2022 | PG | starring the voices of Chris Evans, Keke Palmer, Peter Sohn, Taika Waititi, Josh Brolin, Isiah Whitlock Jr. | directed by Angus MacLane | 1 hr 40 mins |

{Contains Spoilers for ‘Lightyear’ and ‘The Lego Movie 2: The Second Part’}

Buzz Lightyear (Chris Evans), on a secret mission in uncharted space, crashes a human colonization ship on a hostile alien planet. Lightyear’s attempts to reach lightspeed to get everyone home send him far into the future, where an alien race of robots lead be evil Emperor Zurg has enslave the stranded population.

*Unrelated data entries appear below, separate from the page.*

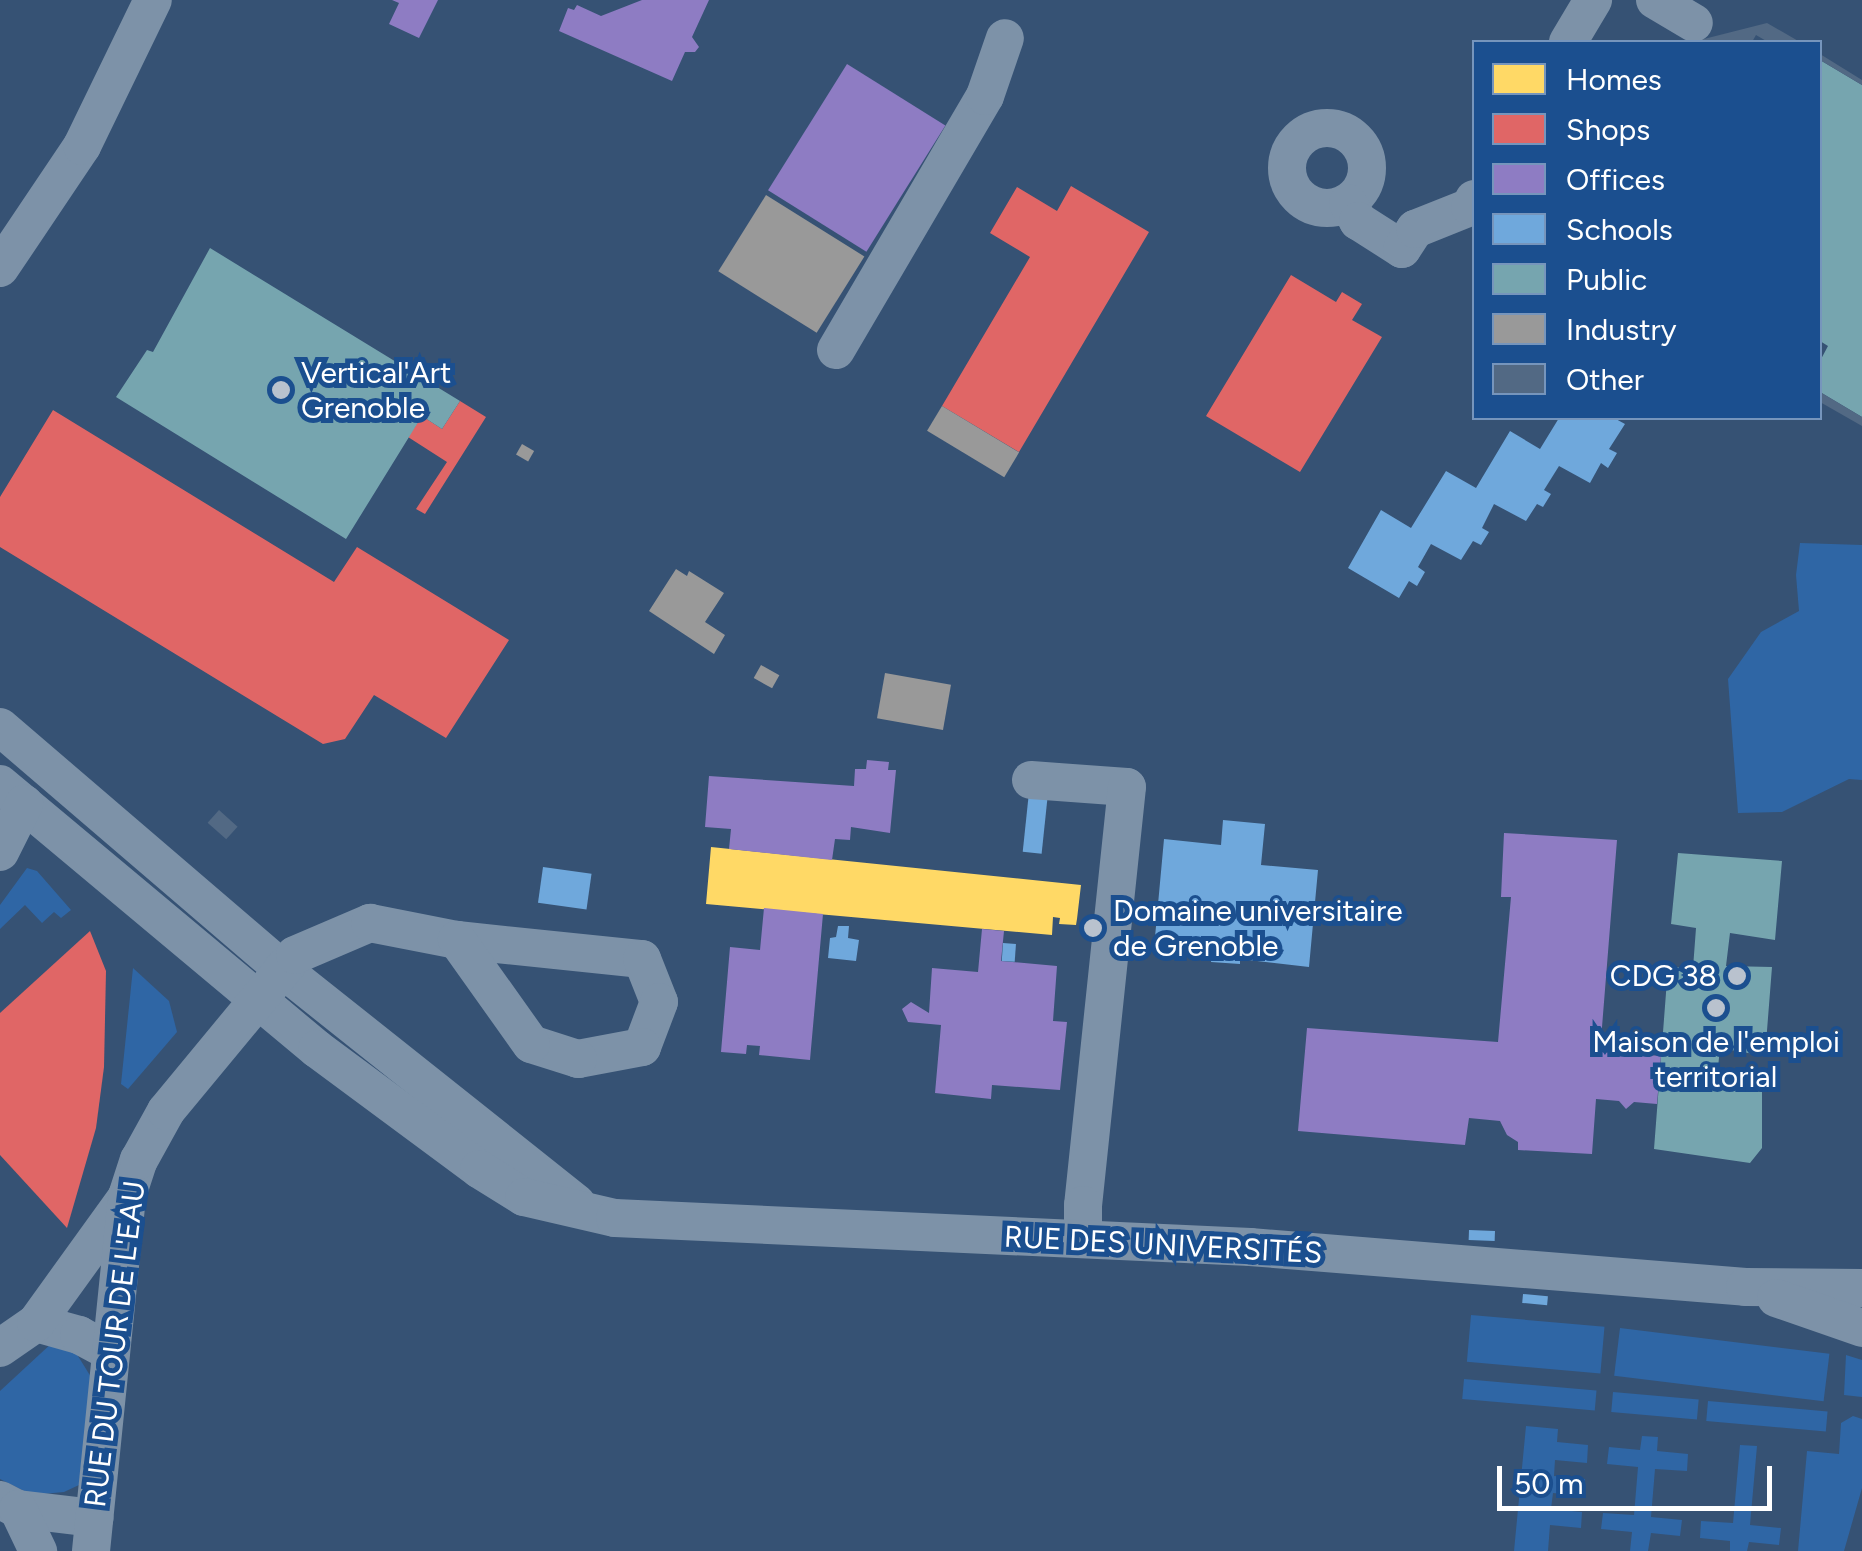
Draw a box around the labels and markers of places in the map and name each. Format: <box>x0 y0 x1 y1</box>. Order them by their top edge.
place label: Vertical'Art Grenoble <box>301 355 451 426</box>
marker: Vertical'Art Grenoble <box>270 379 292 401</box>
place label: Domaine universitaire de Grenoble <box>1113 893 1403 964</box>
marker: Domaine universitaire de Grenoble <box>1082 917 1104 939</box>
place label: CDG 38 <box>1610 958 1717 994</box>
marker: CDG 38 <box>1726 965 1748 987</box>
marker: Maison de l'emploi territorial <box>1705 997 1727 1019</box>
place label: Maison de l'emploi territorial <box>1592 1024 1840 1094</box>

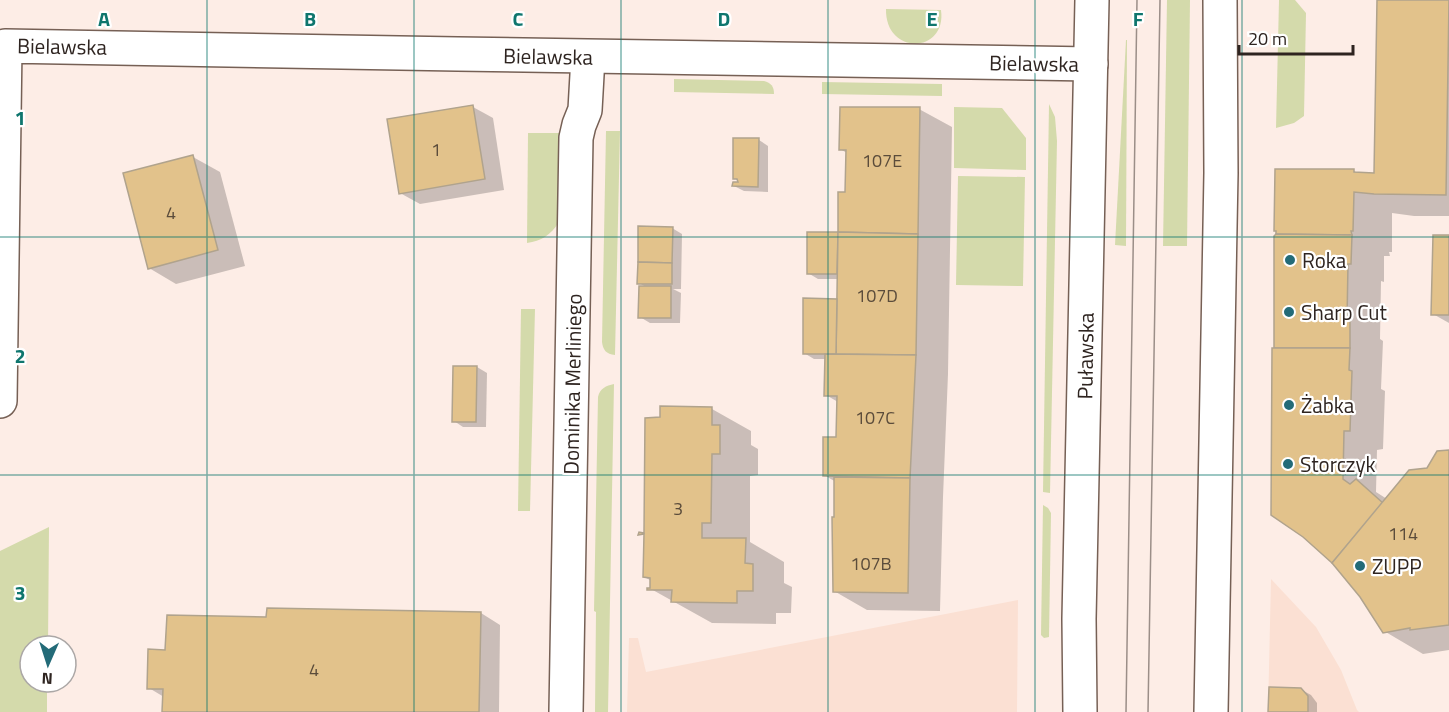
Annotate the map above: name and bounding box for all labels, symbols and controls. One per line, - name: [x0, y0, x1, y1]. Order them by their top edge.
- text: A: [98, 3, 110, 34]
- text: B: [304, 3, 316, 34]
- text: C: [513, 3, 524, 34]
- text: D: [718, 3, 730, 34]
- text: E: [926, 3, 938, 34]
- text: F: [1133, 3, 1144, 34]
- scale bar: [1239, 18, 1353, 56]
- text: 20 m: [1248, 25, 1287, 52]
- street label: Bielawska: [17, 29, 108, 63]
- street label: Bielawska: [503, 39, 594, 73]
- street label: Bielawska: [989, 46, 1080, 80]
- text: 1: [14, 102, 26, 133]
- house number: 1: [431, 136, 441, 163]
- house number: 107E: [862, 147, 902, 174]
- house number: 4: [166, 199, 176, 226]
- place label: Roka: [1302, 244, 1347, 276]
- marker: Roka: [1283, 253, 1297, 267]
- house number: 107D: [856, 282, 898, 309]
- street label: Dominika Merliniego: [554, 293, 590, 475]
- place label: Sharp Cut: [1301, 296, 1387, 328]
- marker: Sharp Cut: [1282, 305, 1296, 319]
- street label: Puławska: [1068, 312, 1102, 400]
- text: 2: [14, 340, 26, 371]
- place label: Żabka: [1301, 389, 1355, 421]
- marker: Żabka: [1282, 398, 1296, 412]
- house number: 107C: [855, 404, 895, 431]
- place label: Storczyk: [1300, 448, 1376, 480]
- marker: Storczyk: [1281, 457, 1295, 471]
- house number: 3: [673, 495, 683, 522]
- house number: 114: [1388, 520, 1418, 547]
- house number: 107B: [850, 550, 892, 577]
- place label: ZUPP: [1372, 550, 1422, 582]
- marker: ZUPP: [1353, 559, 1367, 573]
- text: 3: [14, 577, 26, 608]
- north arrow: [18, 634, 78, 694]
- house number: 4: [309, 656, 319, 683]
- text: N: [41, 667, 53, 691]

I went through quite a few emotions and assessments during Lightyear before landing on complete and utter apathy. Most of those emotions in the film’s first act where all of it’s best ideas are. The first emotion however, was revulsion. When we first see Buzz Lightyear as a flesh and blood person (and not the toy who this character is based on that thought he was a person in Pixar’s modern classic Toy Story) the film immediately starts rattling through a rolodex of Buzz’s gadgets and catch phrases from the 1995 film. “No signs of intelligent life anywhere”. The film’s first impression is that it’s going to be eviscerating Toy Story for prequel parts.

Soon it shifts into the main story, which is where it had my admiration. I’ve always admired Pixar’s refusal to go for the easier and more obvious story. The old adage that writers are supposed to think of 10 ideas and then throw those out for 10 more – it seems like Pixar actually does it. People would have been perfectly happy with a movie about Buzz Lightyear having adventures across the cosmos, battling aliens on different world – instead Lightyear is a movie about an arrogant space ranger that immediately fails and spends his life grounded on the same planet, pushing him forward in time and facing the mortality of the very people he’s trying to save. Holy dark timeline. While I liked it, I doubt 8-year-old Toy Story Andy loved it.

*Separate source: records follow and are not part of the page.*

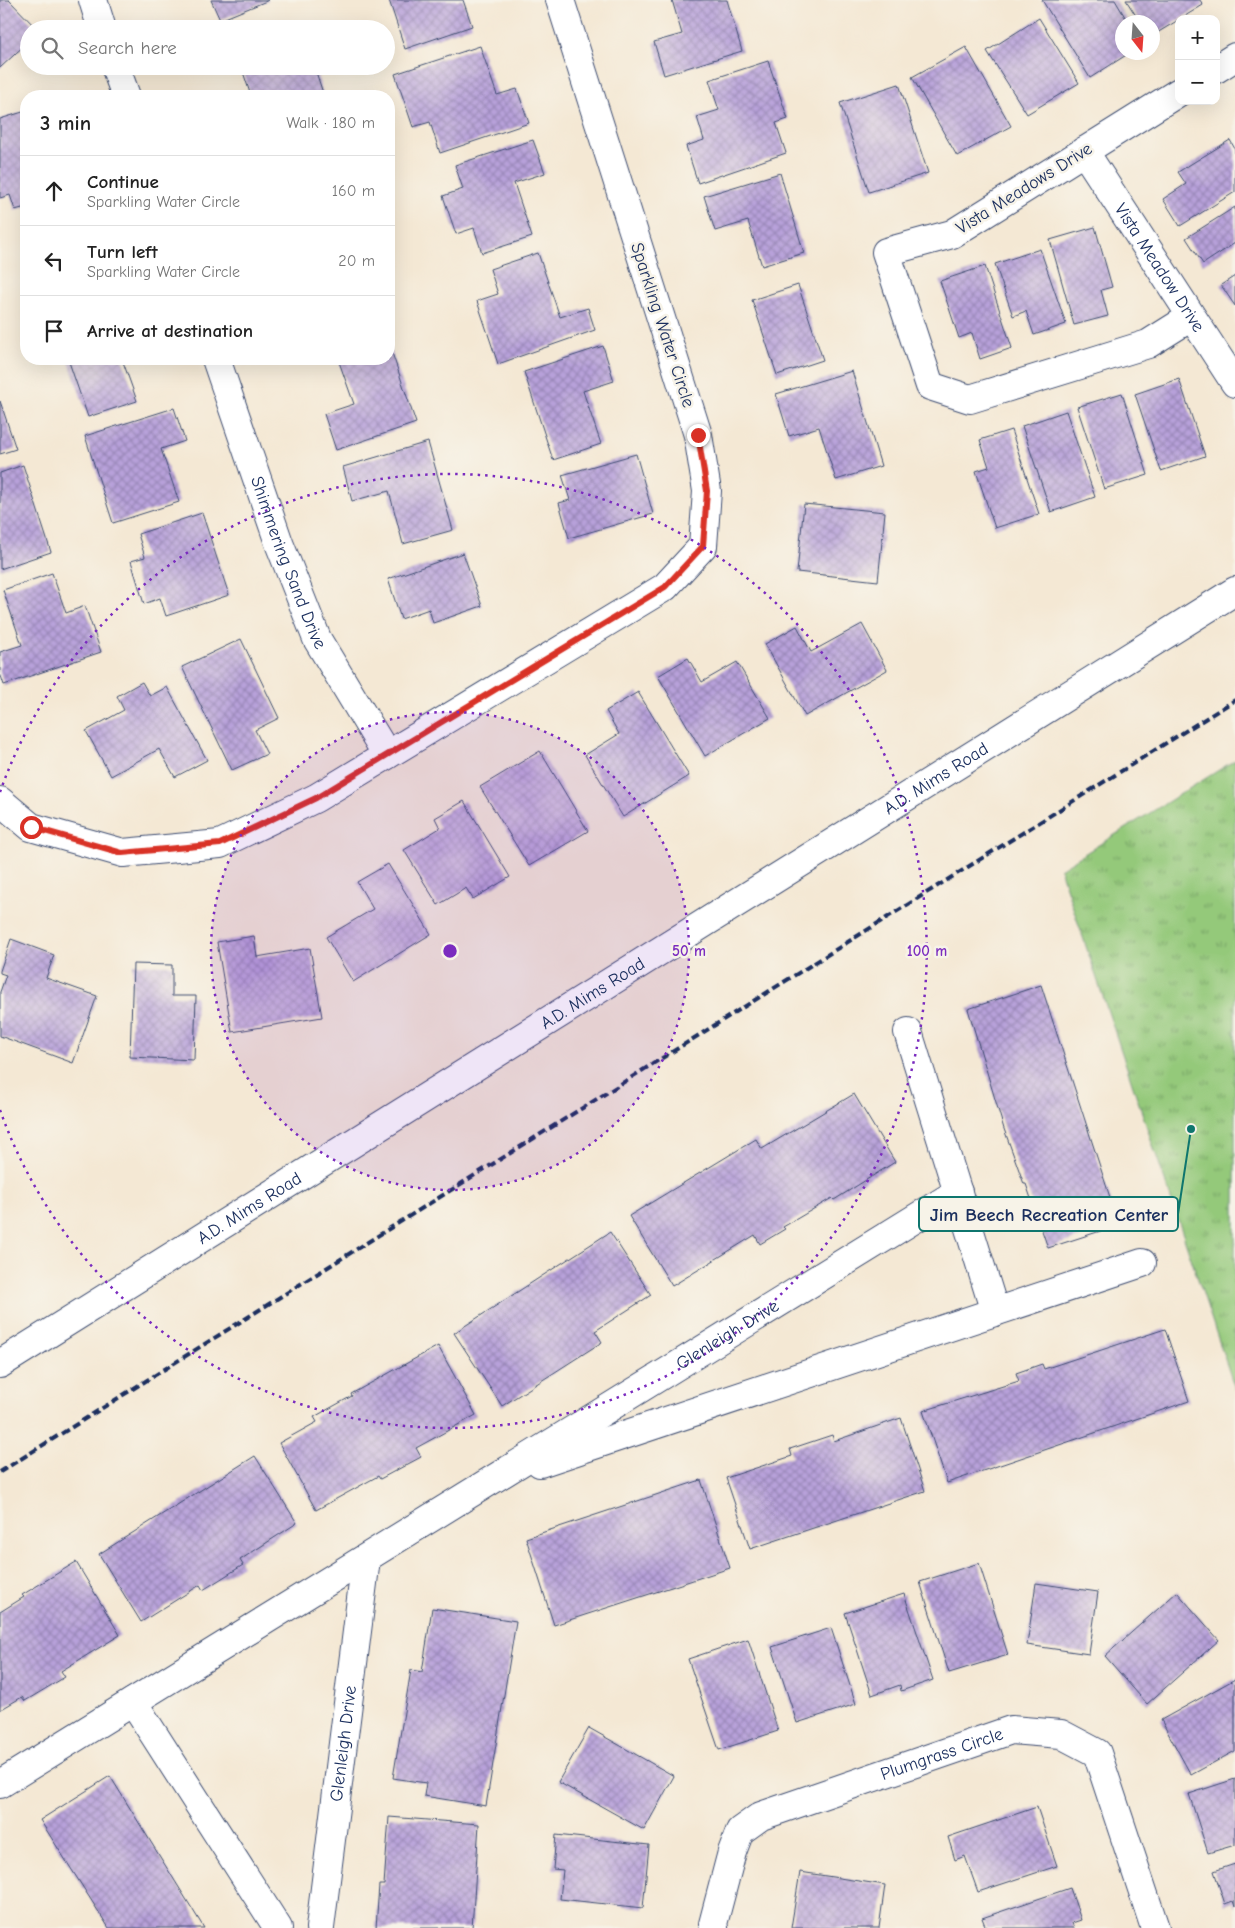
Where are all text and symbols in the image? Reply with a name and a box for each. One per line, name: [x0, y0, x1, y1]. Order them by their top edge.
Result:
north arrow: [1115, 15, 1160, 60]
map controls: [1175, 15, 1220, 105]
button: +: [1175, 15, 1220, 60]
search box: [20, 20, 395, 75]
icon: search: [38, 34, 66, 62]
text: Search here: [78, 37, 177, 59]
button: −: [1175, 60, 1220, 105]
text: 3 min: [40, 111, 91, 135]
text: Walk · 180 m: [286, 114, 375, 132]
street label: Vista Meadows Drive: [952, 138, 1096, 239]
text: Continue: [87, 171, 159, 193]
icon: ahead: [40, 177, 68, 205]
text: 160 m: [332, 182, 375, 200]
text: Sparkling Water Circle: [87, 193, 240, 211]
street label: Vista Meadow Drive: [1110, 200, 1209, 336]
street label: Sparkling Water Circle: [626, 240, 699, 410]
text: Turn left: [87, 241, 158, 263]
icon: left: [40, 247, 68, 275]
text: 20 m: [338, 252, 375, 270]
text: Sparkling Water Circle: [87, 263, 240, 281]
icon: arrive: [40, 317, 68, 345]
text: Arrive at destination: [87, 320, 253, 342]
route end: [687, 424, 710, 447]
street label: Shimmering Sand Drive: [246, 474, 331, 653]
street label: A.D. Mims Road: [880, 738, 992, 819]
route start: [20, 816, 43, 839]
centre of rings: [441, 942, 459, 960]
text: 50 m: [672, 942, 706, 960]
text: 100 m: [907, 942, 947, 960]
street label: A.D. Mims Road: [537, 953, 649, 1034]
street label: A.D. Mims Road: [193, 1168, 306, 1249]
callout: Jim Beech Recreation Center: [919, 1197, 1178, 1231]
text: Jim Beech Recreation Center: [930, 1204, 1169, 1226]
street label: Glenleigh Drive: [672, 1295, 783, 1375]
street label: Glenleigh Drive: [326, 1684, 361, 1803]
street label: Plumgrass Circle: [878, 1724, 1006, 1785]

Sending Buzz forward in time as he tries to make each FTL leap and seeing the changes in society is a fun premise right out of a Doctor Who episode. Then the movie drops him in a future conflict and leaves him there the rest of the film. Lightyear then shifts into neutral for the 2nd and third act. I had to think about this for a while because it was immediately unclear why Lightyear wasn’t popping the way other Pixar films do. It’s fine. It’s entertaining, but it’s mediocre. While it’s not their worst movie – The Good Dinosaur (cough) – this is a movie that could have been made by any other studio and not the one that released a Preston Sturges-level string of back-to-back classics.

It’s now that need to talk about the thing nobody will.

The Pixar movies being released now – mostly prequels and sequels calling back to their existing IPs – are noticeably different than the ones directed or overseen by former CEO John Lasseter. Lasseter, one of the founders of Pixar and the director of Toy Story, Toy Story 2, A Bug’s Life and Cars was clearly a guiding force in this studio’s quality control. Even sequels under Lasseter’s watch such as Toy Story 2 and managed to avoid sequelitis. In 2018 Lasseter was hit with MeToo allegations of “inappropriate hugging” and stepped down. While I’m not calling for Lasseter to be reinstated, watching Lightyear that line of demarcation between the pre-and-post Lasseter tenure seems the most obvious: Lightyear doesn’t build as a story. One of the joys of these movies is how they evolve and change as they proceed. Under current Disney controlled leadership it’s seems doubtful if Toy Story 2 would evolve into a tale of immortality, if Finding Nemo or Toy Story 3 would become prison escape films or if Wall-E would become a satire of future sloth. Nobody is pushing them to break from a great original premise and reform it. Instead we come up with a great premise and we milk it. That’s how Onward, Turning Red, Luca and even Toy Story 4 play out. Those movies all have individual moments of inspiration in the third act that bolster the films, from Onward’s protagonist shift to the melancholy Toy Sstory 4 to Turning Red’s crazy kaiju finale. Lightyear is the first of these big films that rolled into the third act with nothing left in the creative tank.

What Lighyear does have is a reveal about Buzz and Emperor Zurg, and while it’s not the same reveal as the Star Wars joke in Toy Story 2, it is just as derivative. In fact, it is exactly the plot twist played in jest in The Lego Movie 2. Except The Lego Movie is an irreverent breakdown of tropes. This is to be taken seriously.

A Buzz Lightyear movie that explored the arrogant space ranger and sent him on different, colorful adventures where he eventually learned humility would have been fun. Lightyear doesn’t want to have fun. It breaks Buzz down from the beginning and spends it’s time building him back up. It’s surprising and subverting expectations, but it’s not particularly satisfying.